This imperfect sketch of "the combination and the form" of that wonderful man, whom I venerated and loved while in this world, and after whom I gaze with humble hope, now that it has pleased Almighty God to call him to a better world, will serve to introduce to the fancy of my readers the capital object of the following jour nal, in the course of which I trust they will attain to a considerable degree of acquaintance with him.

His prejudice against Scotland was announced almost as soon as he began to appear in the world of letters. In his "London," a poem, are the following nervous lines :

"For who could leave, unbribed, Hibernia's land?

Or change the rocks of Scotland for the Strand?
There none are swept by sudden fate away;

But all, whom hunger spares, with age decay."

The truth is, like the ancient Greeks and Romans, he allowed himself to look upon all nations but his own as barbarous : not ouly Hibernia and Scotland, but Spain, Italy, and France, are attacked in the same poem.

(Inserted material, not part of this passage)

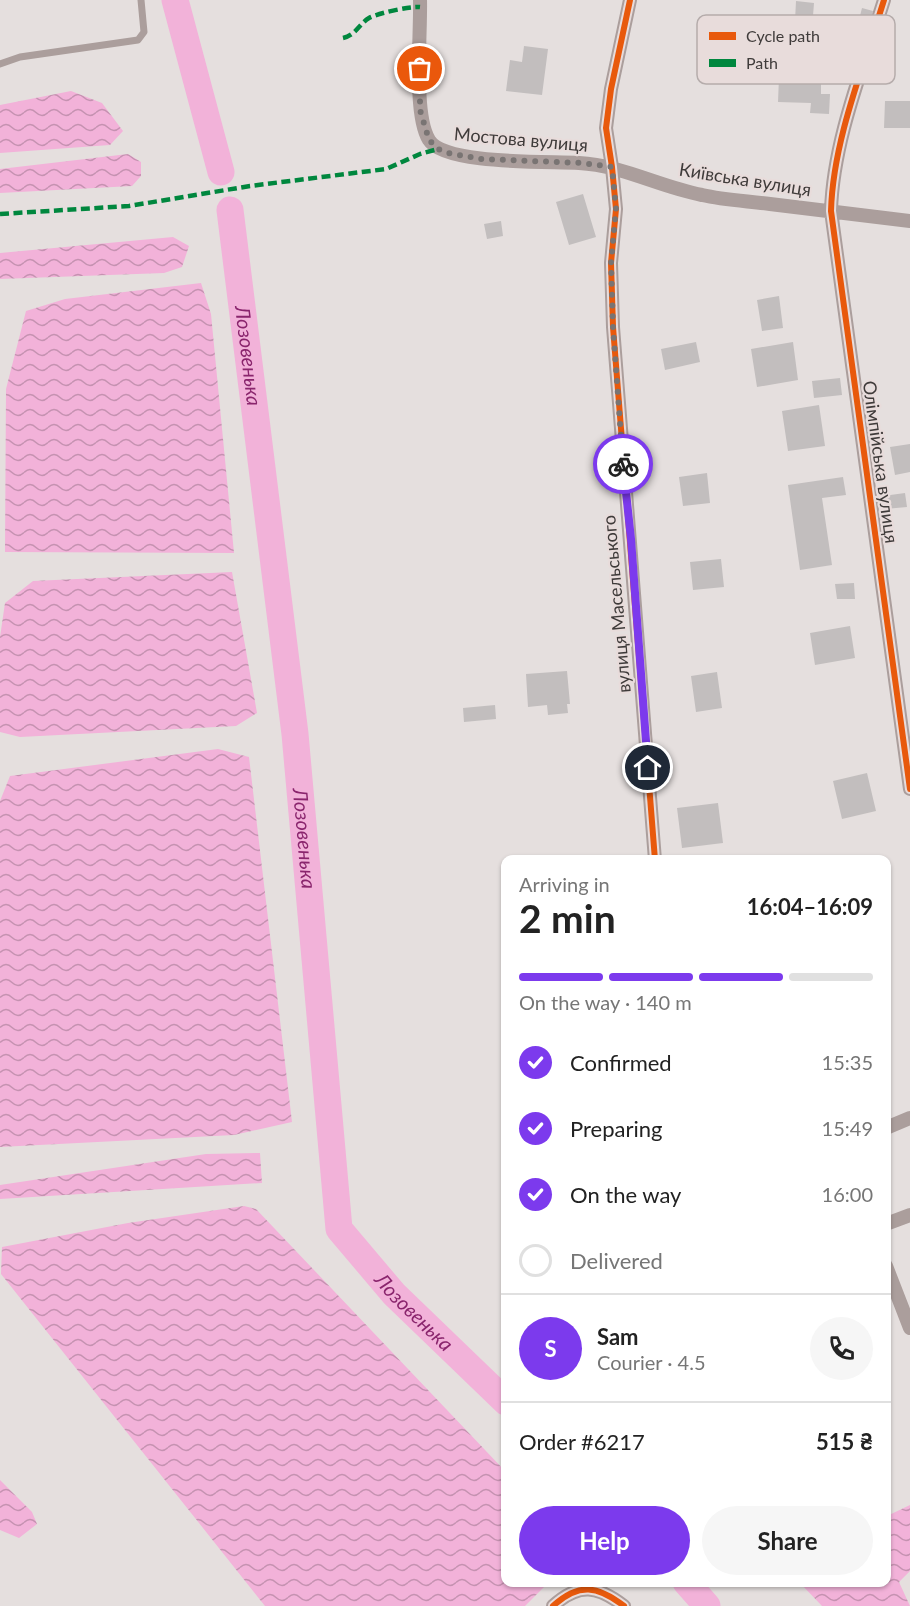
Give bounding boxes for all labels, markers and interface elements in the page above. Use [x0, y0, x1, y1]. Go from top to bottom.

If he was particularly prejudiced against the Scots, it was because they were more in his way; because he thought their success in England rather exceeded the due proportion of their real merit; and because he could not but see in them that nationality which I believe no liberal-minded Scotchman will deny. He was, indeed, if I may be allowed the phrase, at bottom much of a John Bull; much of a blunt true-born Englishman. There was a stratum of common clay under the rock of marble. He was voraciously fond of good eating; and he had a great deal of that quality called humour, which gives an oiliness and a gloss to every other quality.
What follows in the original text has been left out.